Maria Gamboa's debut feature is a straightforward social-issues drama told with passion and sincerity.
An at-risk teen learns a lesson about values, the importance of community, and the liberating power of art in “Mateo,” a straightforward social-issues drama from Colombia-born, NYU- and La Femis-trained helmer Maria Gamboa. Told with passion and sincerity, this moral tale offers an audience-friendly blend of didacticism and naivete reminiscent of an Afterschool Special. Having nabbed awards for screenplay and first feature at the Miami Film Festival, plus two special jury mentions at Cartagena, the film should see extensive fest travel before seguing into niche theatrical play and broadcast exposure in Spanish-speaking markets.
Set in Barrancabermeja, a river port and the unofficial capital of Colombia’s violence-scarred Magdalena Medio Valley, the film centers on Mateo (Carlos Hernandez), a 16-year-old in danger of being kicked out of school and becoming ensnared in a criminal lifestyle. Mateo lives with his poor, hard-working single mother, Made (Miriam “Pesca” Gutierrez), but looks to his Uncle Walter (Samuel Lazcano), a local crime boss, as his role model. Although Made frowns on the lad’s interaction with her sinister brother, Mateo earns more than she does by collecting extortion money from local shopkeepers on his uncle’s behalf.

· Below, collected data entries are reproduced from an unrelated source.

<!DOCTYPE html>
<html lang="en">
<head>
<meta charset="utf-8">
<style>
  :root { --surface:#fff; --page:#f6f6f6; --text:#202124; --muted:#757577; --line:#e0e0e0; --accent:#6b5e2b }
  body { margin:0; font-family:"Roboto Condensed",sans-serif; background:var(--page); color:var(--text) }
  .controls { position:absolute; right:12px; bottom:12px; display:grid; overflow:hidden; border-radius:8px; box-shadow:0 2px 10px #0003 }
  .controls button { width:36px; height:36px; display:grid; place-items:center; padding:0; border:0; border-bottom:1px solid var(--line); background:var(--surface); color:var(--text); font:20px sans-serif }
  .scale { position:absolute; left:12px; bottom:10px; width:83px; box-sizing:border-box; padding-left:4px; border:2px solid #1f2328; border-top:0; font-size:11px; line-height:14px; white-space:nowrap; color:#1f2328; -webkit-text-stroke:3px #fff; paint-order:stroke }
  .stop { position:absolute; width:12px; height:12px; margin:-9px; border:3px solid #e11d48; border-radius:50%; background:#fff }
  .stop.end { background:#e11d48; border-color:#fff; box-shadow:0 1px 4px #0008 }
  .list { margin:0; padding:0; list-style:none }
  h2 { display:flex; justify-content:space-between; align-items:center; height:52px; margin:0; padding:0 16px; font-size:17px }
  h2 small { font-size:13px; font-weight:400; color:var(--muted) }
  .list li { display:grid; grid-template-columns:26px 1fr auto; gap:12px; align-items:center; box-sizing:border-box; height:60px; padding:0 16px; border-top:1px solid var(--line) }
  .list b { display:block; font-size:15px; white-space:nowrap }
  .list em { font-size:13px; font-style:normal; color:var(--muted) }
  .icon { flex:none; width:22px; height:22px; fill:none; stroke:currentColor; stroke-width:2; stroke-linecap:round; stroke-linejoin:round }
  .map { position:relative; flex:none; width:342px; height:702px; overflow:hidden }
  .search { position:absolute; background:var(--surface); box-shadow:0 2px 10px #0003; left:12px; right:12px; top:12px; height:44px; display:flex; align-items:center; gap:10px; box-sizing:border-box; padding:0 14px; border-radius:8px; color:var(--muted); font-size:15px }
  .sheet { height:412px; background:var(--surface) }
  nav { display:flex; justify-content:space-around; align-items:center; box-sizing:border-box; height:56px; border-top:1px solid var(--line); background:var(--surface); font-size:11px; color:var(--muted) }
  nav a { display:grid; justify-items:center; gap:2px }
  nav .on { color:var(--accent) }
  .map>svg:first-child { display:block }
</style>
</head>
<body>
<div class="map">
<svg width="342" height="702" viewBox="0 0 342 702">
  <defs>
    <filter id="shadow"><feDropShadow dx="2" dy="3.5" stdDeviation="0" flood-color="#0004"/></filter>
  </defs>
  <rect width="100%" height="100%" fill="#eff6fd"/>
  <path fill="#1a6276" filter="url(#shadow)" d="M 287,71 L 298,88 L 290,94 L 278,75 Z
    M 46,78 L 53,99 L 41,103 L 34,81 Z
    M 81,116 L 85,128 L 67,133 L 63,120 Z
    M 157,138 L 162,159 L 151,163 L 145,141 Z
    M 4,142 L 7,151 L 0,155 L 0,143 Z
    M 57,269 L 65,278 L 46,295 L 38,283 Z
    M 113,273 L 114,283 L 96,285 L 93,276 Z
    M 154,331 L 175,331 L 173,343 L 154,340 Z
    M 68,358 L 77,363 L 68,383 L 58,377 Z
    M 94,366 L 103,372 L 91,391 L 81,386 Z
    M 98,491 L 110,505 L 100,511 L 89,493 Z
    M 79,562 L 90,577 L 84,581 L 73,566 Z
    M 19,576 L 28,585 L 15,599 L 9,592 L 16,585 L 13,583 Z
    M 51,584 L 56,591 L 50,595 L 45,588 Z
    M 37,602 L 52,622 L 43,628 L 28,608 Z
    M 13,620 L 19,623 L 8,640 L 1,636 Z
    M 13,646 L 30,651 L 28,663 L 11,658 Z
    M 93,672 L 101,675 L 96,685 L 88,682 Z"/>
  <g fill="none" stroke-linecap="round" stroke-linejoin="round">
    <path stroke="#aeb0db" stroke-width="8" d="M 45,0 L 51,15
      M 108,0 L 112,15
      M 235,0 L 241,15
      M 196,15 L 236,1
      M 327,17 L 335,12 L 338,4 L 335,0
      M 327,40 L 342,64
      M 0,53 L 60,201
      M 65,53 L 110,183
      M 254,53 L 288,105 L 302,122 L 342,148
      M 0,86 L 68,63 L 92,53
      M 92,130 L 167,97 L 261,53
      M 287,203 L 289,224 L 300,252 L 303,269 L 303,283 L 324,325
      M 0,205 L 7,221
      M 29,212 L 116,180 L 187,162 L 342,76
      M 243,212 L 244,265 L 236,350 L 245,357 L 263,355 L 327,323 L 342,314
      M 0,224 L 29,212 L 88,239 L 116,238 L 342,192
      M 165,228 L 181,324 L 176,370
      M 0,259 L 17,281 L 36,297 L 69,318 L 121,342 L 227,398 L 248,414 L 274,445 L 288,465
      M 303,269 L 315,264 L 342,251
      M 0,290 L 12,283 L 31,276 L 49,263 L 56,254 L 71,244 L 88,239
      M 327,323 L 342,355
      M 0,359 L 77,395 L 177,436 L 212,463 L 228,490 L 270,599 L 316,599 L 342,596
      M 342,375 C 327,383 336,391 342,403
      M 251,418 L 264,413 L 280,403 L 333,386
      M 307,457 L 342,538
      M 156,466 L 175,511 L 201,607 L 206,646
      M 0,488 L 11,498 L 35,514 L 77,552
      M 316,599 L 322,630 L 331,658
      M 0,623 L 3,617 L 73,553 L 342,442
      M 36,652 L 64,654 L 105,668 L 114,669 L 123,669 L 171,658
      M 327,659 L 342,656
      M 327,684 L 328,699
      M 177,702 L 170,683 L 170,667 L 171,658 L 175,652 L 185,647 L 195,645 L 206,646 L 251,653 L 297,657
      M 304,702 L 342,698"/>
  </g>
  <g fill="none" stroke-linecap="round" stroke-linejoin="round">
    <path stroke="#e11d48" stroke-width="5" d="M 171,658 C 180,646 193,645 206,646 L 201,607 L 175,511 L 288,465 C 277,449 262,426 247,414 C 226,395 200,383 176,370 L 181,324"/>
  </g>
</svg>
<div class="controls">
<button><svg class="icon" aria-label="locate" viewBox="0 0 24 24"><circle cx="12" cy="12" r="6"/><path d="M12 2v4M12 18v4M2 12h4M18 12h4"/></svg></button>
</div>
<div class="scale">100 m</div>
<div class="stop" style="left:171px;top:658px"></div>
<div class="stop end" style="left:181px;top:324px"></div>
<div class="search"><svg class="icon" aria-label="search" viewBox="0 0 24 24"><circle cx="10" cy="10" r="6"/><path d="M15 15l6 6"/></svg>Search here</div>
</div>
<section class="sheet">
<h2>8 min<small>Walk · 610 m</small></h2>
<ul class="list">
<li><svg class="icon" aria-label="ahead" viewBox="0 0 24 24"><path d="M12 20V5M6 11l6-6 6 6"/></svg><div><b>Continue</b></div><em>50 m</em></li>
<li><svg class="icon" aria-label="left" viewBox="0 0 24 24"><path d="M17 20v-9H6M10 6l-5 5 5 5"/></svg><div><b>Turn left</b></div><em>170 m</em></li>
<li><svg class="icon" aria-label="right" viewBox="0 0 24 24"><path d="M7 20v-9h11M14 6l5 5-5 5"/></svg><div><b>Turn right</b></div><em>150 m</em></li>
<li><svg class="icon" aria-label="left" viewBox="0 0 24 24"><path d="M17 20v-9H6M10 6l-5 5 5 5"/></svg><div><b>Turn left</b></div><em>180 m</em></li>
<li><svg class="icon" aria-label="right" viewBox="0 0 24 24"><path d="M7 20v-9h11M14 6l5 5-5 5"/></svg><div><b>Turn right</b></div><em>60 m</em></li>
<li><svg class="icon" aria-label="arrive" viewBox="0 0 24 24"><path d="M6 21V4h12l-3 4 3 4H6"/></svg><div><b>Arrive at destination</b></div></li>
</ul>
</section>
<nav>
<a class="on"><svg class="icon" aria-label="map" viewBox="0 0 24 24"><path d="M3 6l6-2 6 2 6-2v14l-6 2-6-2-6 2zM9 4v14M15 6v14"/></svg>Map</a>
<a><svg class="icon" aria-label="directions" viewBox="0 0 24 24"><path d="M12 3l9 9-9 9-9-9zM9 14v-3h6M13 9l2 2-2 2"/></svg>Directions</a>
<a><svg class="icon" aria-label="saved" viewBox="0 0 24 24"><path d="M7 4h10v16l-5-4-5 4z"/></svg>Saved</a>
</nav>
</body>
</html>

Mateo’s school threatens him with expulsion unless he enrolls in a theater program run by an unconventional priest, Father David (Felipe Botero). Made puts her foot down, saying he must attend or she will banish him from the house. At first, macho Mateo feels threatened by the group’s touchy-feely, trust-building exercises; he storms out of his first session, refusing to touch other boys or let them touch him (“It’s not my thing … it’s for faggots,” he tells his mother). But Walter secretly ups the ante for Mateo to participate, ordering him to spy on the padre and the group members, and promising him his own gun and a permanent place in his gang.
Eventually, the theater group’s activities and the camaraderie of the others spark something in Mateo, who begins to take pride in his new skills and feels liberated from his day-to-day pressures. Adding to his enjoyment is his interest in another attendee, the curvaceous Ana (Leldy Nino). But when his best friend, Carlos (Juan Orozco), goes missing after crossing Walter, Mateo starts to realize just how dangerous his uncle is, especially when his uncle starts pressuring him for dirt on his new friends.
The simple (and at times simplistic) script by helmer Gamboa and Adriana Arjona is clearly intended to instruct and inspire as it shows how cooperation and collective action empower people, enabling them to retain their dignity and resist pressure from forces outside the law. Gamboa demonstrates this not only via the activities of the theater group, but also through Made and other female members of the community as they collaborate to start a plant nursery and bakery.
Per press kit, Gamboa was directing a TV series, “Revelados,” about how to prevent adolescents from entering Colombia’s armed conflict, when she encountered several instances in which the lives of vulnerable teens had been changed through their contact with groups of artists. This provided the inspiration for “Mateo,” on which she collaborated with community-based peace activists and cultural groups. Apart from Botero, the thesps are local non-pros, mostly well cast if slightly stiff. The handsome Hernandez does a good job of portraying his character’s transition from swaggering gangster wannabe to someone starting to think about morals and ethics, while lively Nino nicely conveys the excitement and physicality of first love.
The modest but polished production package gives a naturalistic sense of the daily lives of the urban poor.